Exercise: What you give back must match the data below character for character.

Dataset entries
※ ※ ※
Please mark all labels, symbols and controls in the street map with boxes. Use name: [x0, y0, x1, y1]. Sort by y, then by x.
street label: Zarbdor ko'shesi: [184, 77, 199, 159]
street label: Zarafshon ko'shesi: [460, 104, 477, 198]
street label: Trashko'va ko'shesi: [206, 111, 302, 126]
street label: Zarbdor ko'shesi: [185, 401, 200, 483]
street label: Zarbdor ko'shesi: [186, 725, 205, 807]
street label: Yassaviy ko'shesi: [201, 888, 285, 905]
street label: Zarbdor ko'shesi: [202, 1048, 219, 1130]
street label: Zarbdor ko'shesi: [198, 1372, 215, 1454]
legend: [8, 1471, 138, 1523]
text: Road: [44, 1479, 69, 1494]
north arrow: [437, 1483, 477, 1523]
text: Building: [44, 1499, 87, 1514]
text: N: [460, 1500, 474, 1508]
※ ※ ※
Answer to this problem:
Please mark all labels, symbols and controls in the street map with boxes. Use name: [x0, y0, x1, y1]. Sort by y, then by x.
street label: Zarbdor ko'shesi: [184, 77, 199, 159]
street label: Zarafshon ko'shesi: [460, 104, 477, 198]
street label: Trashko'va ko'shesi: [206, 111, 302, 126]
street label: Zarbdor ko'shesi: [185, 401, 200, 483]
street label: Zarbdor ko'shesi: [186, 725, 205, 807]
street label: Yassaviy ko'shesi: [201, 888, 285, 905]
street label: Zarbdor ko'shesi: [202, 1048, 219, 1130]
street label: Zarbdor ko'shesi: [198, 1372, 215, 1454]
legend: [8, 1471, 138, 1523]
text: Road: [44, 1479, 69, 1494]
north arrow: [437, 1483, 477, 1523]
text: Building: [44, 1499, 87, 1514]
text: N: [460, 1500, 474, 1508]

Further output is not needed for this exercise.